Turning geeks into gods: reality TV lifts the lid on technology start-ups
Philip Ellison 22 October, 2012 at 03:10
For a number of years now, the world has admired and envied the lives of the lucky elite working in the glamorous spheres of fashion and entertainment via staged soaps like The Hills and competitive reality shows like Project Runway. Now it’s the movers and shakers in the world of technology who are set to inspire and annoy us in equal measure, with two new forthcoming TV shows shining the spotlight on the behind the scenes work of engineers and developers.
“Geeks are definitely the new rock stars,” we are told by Hermione Way, one of the cast members of Start-Ups: Silicon Valley, a glossy docu-soap about six young entrepreneurs chasing their dreams in, you guessed it, Silicon Valley. The show’s promotional clips certainly make it look higher brow than some of its reality TV peers, as the stars actually appear to take their work seriously (Jersey Shore, I’m looking at you), but there is still a conspicuous amount of crying, partying and drama for a show that purports to be about a notoriously competitive and work-obsessed field.

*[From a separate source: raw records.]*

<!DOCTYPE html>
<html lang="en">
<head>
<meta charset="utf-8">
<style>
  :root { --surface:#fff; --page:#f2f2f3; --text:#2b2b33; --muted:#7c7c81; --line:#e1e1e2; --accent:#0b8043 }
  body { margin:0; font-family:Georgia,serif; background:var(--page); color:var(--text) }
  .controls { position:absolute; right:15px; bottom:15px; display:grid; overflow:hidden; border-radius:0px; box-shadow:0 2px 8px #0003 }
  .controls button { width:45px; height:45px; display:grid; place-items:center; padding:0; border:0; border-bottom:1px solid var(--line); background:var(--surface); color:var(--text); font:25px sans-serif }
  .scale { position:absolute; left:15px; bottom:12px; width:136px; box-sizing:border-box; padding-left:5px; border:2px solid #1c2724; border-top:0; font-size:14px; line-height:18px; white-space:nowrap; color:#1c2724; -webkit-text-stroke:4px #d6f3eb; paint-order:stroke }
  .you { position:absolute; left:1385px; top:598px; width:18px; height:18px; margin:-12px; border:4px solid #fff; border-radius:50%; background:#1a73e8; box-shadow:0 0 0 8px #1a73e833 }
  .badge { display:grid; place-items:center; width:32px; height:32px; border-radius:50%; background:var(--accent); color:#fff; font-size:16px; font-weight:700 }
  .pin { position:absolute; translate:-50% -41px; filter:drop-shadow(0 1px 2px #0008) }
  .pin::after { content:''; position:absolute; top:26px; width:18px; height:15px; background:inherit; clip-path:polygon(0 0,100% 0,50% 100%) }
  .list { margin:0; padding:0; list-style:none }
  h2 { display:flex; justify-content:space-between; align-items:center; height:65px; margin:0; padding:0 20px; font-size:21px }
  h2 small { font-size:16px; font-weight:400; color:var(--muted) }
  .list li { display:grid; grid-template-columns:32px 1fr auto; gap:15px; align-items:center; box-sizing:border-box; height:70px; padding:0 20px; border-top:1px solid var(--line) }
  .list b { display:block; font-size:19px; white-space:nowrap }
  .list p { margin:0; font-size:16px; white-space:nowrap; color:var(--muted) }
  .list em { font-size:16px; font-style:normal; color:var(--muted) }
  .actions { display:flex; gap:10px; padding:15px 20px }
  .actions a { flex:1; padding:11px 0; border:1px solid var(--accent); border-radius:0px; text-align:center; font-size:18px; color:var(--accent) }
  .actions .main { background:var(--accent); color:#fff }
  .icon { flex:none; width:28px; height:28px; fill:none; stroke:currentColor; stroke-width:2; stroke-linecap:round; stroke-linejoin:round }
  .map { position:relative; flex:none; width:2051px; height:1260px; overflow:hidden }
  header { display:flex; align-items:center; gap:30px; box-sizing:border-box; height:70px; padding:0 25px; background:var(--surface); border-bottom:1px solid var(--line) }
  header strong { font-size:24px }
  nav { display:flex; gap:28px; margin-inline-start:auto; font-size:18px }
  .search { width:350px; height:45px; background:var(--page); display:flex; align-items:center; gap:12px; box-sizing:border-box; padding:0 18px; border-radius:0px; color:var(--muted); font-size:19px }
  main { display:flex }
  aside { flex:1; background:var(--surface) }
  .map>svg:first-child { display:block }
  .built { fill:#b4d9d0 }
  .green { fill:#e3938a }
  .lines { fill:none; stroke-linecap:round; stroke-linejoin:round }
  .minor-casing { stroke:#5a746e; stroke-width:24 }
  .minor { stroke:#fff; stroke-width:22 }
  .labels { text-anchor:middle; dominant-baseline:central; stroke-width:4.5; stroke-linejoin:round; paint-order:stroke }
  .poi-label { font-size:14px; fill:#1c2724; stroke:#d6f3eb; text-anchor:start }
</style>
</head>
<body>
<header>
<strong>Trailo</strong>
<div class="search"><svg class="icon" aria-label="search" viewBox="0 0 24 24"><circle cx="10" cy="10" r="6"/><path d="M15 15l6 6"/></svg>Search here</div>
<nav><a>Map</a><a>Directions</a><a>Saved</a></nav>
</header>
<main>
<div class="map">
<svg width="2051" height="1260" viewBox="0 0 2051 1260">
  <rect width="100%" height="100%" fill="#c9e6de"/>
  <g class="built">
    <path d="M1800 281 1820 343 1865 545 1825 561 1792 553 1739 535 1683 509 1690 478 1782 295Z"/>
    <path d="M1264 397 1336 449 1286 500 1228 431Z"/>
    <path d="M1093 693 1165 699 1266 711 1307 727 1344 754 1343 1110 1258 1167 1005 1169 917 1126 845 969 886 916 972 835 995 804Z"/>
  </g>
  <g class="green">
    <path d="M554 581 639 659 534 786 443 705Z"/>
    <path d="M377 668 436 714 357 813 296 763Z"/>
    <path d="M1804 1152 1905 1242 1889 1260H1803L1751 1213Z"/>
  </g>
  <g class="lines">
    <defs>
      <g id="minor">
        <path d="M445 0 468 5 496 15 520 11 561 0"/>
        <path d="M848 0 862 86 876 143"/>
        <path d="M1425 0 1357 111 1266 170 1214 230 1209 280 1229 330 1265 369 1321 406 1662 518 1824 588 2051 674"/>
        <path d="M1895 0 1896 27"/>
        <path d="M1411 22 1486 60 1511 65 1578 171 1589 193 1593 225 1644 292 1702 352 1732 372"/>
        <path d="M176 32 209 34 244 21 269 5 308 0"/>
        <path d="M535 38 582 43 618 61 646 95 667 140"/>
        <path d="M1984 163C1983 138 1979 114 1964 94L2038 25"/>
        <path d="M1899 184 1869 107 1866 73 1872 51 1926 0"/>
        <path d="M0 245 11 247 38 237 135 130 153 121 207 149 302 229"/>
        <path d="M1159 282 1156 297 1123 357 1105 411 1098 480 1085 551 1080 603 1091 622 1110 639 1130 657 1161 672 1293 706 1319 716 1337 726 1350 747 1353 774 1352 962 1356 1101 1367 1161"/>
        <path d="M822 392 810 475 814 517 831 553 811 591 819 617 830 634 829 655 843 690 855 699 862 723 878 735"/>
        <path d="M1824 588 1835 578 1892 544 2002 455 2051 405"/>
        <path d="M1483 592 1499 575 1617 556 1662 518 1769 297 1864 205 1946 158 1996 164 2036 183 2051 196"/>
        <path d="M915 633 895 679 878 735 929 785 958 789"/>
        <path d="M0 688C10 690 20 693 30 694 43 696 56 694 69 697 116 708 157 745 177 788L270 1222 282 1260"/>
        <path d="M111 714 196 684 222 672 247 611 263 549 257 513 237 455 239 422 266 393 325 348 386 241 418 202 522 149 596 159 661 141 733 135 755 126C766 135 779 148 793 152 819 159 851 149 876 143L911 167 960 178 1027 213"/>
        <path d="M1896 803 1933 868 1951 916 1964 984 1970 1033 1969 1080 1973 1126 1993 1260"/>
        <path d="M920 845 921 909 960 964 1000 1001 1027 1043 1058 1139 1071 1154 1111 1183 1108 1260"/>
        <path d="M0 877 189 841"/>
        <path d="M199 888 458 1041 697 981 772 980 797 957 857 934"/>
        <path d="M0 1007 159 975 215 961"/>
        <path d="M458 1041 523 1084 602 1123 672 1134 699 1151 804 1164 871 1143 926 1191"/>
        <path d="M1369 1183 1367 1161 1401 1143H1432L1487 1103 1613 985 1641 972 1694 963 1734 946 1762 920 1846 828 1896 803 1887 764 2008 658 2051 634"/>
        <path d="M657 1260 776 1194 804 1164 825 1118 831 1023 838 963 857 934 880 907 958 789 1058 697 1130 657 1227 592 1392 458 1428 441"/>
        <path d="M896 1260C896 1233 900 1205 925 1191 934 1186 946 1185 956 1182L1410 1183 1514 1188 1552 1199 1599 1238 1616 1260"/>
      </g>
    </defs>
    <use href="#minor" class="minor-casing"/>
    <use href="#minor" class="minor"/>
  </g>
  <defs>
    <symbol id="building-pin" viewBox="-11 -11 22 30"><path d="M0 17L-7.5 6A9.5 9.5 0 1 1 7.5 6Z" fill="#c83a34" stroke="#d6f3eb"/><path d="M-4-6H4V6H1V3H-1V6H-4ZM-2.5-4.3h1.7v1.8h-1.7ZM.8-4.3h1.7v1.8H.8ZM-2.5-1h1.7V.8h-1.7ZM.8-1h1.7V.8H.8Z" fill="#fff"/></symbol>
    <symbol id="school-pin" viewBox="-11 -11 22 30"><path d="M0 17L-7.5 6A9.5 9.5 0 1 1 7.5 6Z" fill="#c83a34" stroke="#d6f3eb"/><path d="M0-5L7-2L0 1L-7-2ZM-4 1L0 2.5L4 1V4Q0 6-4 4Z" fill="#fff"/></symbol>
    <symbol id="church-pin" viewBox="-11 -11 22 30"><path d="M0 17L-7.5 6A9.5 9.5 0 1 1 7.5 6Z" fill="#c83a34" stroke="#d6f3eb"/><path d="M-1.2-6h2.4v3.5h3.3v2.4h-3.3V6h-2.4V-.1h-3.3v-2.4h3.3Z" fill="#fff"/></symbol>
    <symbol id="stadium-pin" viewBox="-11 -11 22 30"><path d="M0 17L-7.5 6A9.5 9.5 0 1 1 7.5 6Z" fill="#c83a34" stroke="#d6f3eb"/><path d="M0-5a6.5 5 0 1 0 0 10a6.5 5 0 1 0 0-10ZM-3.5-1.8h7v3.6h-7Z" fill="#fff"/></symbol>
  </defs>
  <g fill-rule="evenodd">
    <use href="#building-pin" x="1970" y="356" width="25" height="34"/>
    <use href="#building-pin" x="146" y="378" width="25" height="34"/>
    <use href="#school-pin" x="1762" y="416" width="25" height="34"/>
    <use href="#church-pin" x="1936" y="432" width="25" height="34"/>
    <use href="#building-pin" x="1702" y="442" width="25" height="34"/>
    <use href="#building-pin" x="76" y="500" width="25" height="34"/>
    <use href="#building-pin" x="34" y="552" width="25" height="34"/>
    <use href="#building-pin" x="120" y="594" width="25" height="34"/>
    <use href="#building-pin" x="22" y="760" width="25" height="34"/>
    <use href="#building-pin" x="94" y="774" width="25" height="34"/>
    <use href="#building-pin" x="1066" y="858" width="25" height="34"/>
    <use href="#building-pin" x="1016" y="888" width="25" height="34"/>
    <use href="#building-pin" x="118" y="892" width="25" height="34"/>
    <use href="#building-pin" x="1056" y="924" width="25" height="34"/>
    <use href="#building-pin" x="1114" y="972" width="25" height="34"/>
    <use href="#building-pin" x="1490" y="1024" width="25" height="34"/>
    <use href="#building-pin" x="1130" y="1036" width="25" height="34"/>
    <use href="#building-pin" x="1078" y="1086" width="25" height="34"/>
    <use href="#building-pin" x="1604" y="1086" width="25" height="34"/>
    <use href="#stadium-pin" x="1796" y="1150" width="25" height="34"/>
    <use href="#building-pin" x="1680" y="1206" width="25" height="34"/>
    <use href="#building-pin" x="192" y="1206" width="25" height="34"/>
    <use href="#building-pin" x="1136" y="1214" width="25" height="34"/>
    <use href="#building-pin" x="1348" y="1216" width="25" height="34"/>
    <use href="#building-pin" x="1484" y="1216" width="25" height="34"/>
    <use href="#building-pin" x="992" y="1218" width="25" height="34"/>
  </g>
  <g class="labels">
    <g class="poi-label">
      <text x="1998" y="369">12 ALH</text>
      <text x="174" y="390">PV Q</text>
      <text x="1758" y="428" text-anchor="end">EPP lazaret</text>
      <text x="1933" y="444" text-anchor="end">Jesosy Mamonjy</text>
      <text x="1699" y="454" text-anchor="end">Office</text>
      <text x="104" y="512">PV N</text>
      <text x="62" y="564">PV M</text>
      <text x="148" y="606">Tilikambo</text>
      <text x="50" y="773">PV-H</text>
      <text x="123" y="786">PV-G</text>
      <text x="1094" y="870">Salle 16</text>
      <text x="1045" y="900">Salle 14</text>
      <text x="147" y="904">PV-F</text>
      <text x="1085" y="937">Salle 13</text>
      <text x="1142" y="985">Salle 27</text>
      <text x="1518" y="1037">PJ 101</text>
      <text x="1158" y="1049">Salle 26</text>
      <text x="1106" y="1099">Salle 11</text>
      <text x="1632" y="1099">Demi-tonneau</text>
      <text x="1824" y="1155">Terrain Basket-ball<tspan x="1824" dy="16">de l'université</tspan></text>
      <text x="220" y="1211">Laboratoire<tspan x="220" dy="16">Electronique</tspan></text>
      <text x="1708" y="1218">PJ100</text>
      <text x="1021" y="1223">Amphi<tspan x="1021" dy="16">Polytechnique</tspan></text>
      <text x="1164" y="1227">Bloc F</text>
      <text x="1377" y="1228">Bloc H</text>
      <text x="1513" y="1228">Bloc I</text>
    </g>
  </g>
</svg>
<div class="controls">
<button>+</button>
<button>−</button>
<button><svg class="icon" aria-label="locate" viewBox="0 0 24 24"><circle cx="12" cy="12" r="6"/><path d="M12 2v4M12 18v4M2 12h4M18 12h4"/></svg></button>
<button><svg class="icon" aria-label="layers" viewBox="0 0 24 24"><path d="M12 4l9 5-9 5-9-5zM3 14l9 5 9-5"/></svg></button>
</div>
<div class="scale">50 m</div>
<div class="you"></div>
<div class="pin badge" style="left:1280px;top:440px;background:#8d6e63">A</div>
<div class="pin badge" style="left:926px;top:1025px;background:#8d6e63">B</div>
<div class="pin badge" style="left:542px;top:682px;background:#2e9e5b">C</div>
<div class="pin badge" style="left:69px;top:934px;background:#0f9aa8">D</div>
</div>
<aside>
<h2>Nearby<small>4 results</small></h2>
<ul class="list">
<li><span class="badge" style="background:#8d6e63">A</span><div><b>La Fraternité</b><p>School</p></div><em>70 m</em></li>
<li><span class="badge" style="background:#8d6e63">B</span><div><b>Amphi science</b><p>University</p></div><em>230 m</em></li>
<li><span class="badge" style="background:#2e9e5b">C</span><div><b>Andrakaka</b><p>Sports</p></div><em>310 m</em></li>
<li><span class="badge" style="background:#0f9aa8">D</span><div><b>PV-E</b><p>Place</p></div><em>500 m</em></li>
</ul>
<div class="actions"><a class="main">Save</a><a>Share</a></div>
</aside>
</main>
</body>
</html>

It will be interesting to see just how much footage is dedicated to hard graft. The blood, sweat and tears that go into the early days of a start-up have already been fictionalised in the popular comedy web-series Leap Year, now in its second season, which features cameo appearances from a number of high profile, real life entrepreneurs (not to mention cult television actress Eliza Dushku). Still, while viewers will have to wait to make up their minds about the verisimilitude of Start-Ups: Silicon Valley (it doesn’t premiere on Bravo until November), the programme does at least have some decent credentials, with Facebook’s former marketing director Randi Zuckerberg listed as executive producer.
Also coming to screens sometime next year is Objective-Sea, a game show which whisks 25 people to a desert island, splits them into teams, and sets them the challenge of creating a mobile phone app using only an iPhone, iPad and one single laptop. Taking its title from the programming language Objective-C, the show will explore the popular notion that “everyone has an idea for an app”.
The project’s creator, app developer Craig Lockwood, is eager to ensure focus stays on the technology and innovation aspects of the show, and avoid sensationalist reality TV tropes – catfights and evictions are officially verboten. Speaking to Fast Company, Lockwood said; “We have shows for everyone, from chefs to gardeners, that spawn mini celebrities who become really approachable…it’s time developers and engineers are shown in a different light.” Lockwood intends for all five teams’ apps to make their way to the App Store, with the developers themselves retaining all intellectual property rights.
There’s nothing like media exposure to make something trendy. You never know; between the docu-soap, web-series and game show, viewers may actually gain some valuable insight into what it takes to create a product and found a company, and decide to try it for themselves. There’s a lot to be said for instilling a little ambition into your audience, rather than simply dosing them up on irritation and lifestyle envy, The Hills-style.